= What you are asked to do =
Starting at the top of the listing below, copy each line exactly, stopping after the line that contains "Annotation task. Transcribe".

(Data to process Opens)

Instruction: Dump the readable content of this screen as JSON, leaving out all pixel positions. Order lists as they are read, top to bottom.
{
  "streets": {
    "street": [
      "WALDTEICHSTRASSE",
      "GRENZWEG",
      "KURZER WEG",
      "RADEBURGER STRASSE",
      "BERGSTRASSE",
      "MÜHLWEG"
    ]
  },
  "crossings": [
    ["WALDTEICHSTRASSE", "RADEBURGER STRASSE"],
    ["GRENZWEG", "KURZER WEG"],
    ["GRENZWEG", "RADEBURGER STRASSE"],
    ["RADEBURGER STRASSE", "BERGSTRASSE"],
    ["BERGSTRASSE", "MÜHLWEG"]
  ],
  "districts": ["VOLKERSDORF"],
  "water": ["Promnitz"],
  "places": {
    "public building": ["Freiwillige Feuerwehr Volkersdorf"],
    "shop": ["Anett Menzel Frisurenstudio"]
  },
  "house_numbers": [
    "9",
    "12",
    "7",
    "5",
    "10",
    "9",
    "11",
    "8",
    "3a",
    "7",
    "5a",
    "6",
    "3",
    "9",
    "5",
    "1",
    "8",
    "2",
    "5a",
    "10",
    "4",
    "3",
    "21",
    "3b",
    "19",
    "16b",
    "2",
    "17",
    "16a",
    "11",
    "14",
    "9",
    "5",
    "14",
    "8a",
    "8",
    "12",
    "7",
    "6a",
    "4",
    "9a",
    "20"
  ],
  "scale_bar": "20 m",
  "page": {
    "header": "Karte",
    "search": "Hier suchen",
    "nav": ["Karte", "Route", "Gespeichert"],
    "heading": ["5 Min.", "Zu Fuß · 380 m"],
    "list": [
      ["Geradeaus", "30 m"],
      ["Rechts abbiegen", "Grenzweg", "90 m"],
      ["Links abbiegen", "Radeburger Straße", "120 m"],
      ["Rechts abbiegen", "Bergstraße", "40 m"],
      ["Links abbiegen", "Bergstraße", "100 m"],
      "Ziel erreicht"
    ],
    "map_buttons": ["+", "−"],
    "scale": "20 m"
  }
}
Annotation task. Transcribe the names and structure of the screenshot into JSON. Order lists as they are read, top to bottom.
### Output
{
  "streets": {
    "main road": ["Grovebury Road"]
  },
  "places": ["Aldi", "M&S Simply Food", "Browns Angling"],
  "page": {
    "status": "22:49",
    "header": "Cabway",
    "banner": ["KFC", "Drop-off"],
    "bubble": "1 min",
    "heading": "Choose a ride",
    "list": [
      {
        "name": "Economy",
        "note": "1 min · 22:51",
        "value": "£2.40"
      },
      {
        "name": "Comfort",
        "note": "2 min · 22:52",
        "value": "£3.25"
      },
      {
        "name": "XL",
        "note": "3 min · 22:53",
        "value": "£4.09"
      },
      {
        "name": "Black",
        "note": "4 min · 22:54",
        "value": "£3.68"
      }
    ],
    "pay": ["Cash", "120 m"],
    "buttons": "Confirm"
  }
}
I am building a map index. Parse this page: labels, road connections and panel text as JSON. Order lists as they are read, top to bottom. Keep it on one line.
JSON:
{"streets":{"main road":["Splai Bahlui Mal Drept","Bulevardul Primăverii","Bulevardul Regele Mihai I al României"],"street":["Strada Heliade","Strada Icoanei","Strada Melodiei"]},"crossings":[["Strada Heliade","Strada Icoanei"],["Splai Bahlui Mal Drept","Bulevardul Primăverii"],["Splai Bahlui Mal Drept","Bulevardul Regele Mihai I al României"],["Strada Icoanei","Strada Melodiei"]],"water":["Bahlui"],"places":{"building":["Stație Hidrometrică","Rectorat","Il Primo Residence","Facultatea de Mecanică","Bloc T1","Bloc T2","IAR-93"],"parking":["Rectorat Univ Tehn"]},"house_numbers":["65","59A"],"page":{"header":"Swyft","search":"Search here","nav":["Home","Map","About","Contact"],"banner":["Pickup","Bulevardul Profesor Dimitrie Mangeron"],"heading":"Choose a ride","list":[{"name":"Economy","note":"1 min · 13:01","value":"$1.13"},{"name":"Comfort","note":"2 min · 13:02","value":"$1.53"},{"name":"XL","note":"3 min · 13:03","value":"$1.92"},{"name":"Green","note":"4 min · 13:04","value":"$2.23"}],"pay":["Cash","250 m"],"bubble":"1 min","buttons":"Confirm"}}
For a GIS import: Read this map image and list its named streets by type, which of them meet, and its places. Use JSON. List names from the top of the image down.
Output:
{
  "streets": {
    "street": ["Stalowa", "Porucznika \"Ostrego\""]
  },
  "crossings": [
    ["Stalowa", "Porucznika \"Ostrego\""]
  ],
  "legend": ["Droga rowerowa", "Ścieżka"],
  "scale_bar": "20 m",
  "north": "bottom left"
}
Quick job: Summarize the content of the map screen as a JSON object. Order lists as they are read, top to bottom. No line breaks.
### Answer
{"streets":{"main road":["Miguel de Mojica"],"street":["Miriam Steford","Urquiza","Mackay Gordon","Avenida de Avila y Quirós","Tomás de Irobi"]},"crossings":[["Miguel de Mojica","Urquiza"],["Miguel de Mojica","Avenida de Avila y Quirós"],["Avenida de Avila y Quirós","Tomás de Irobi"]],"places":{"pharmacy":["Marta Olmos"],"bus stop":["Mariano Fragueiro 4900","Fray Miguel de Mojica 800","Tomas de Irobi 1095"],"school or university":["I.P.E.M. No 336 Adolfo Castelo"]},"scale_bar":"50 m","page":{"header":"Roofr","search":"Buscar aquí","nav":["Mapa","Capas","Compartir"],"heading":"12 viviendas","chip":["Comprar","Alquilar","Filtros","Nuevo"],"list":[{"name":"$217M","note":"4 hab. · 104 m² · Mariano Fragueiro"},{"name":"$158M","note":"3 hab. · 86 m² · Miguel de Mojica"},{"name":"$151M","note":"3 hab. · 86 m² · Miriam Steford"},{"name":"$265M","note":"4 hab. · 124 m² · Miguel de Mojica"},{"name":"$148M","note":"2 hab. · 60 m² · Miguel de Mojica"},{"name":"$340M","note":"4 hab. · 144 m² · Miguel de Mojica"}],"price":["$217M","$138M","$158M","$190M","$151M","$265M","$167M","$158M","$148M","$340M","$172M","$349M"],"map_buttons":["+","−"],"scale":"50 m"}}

(Data to process Closes)

= Exercise answer =
Instruction: Dump the readable content of this screen as JSON, leaving out all pixel positions. Order lists as they are read, top to bottom.
{
  "streets": {
    "street": [
      "WALDTEICHSTRASSE",
      "GRENZWEG",
      "KURZER WEG",
      "RADEBURGER STRASSE",
      "BERGSTRASSE",
      "MÜHLWEG"
    ]
  },
  "crossings": [
    ["WALDTEICHSTRASSE", "RADEBURGER STRASSE"],
    ["GRENZWEG", "KURZER WEG"],
    ["GRENZWEG", "RADEBURGER STRASSE"],
    ["RADEBURGER STRASSE", "BERGSTRASSE"],
    ["BERGSTRASSE", "MÜHLWEG"]
  ],
  "districts": ["VOLKERSDORF"],
  "water": ["Promnitz"],
  "places": {
    "public building": ["Freiwillige Feuerwehr Volkersdorf"],
    "shop": ["Anett Menzel Frisurenstudio"]
  },
  "house_numbers": [
    "9",
    "12",
    "7",
    "5",
    "10",
    "9",
    "11",
    "8",
    "3a",
    "7",
    "5a",
    "6",
    "3",
    "9",
    "5",
    "1",
    "8",
    "2",
    "5a",
    "10",
    "4",
    "3",
    "21",
    "3b",
    "19",
    "16b",
    "2",
    "17",
    "16a",
    "11",
    "14",
    "9",
    "5",
    "14",
    "8a",
    "8",
    "12",
    "7",
    "6a",
    "4",
    "9a",
    "20"
  ],
  "scale_bar": "20 m",
  "page": {
    "header": "Karte",
    "search": "Hier suchen",
    "nav": ["Karte", "Route", "Gespeichert"],
    "heading": ["5 Min.", "Zu Fuß · 380 m"],
    "list": [
      ["Geradeaus", "30 m"],
      ["Rechts abbiegen", "Grenzweg", "90 m"],
      ["Links abbiegen", "Radeburger Straße", "120 m"],
      ["Rechts abbiegen", "Bergstraße", "40 m"],
      ["Links abbiegen", "Bergstraße", "100 m"],
      "Ziel erreicht"
    ],
    "map_buttons": ["+", "−"],
    "scale": "20 m"
  }
}
Annotation task. Transcribe the names and structure of the screenshot into JSON. Order lists as they are read, top to bottom.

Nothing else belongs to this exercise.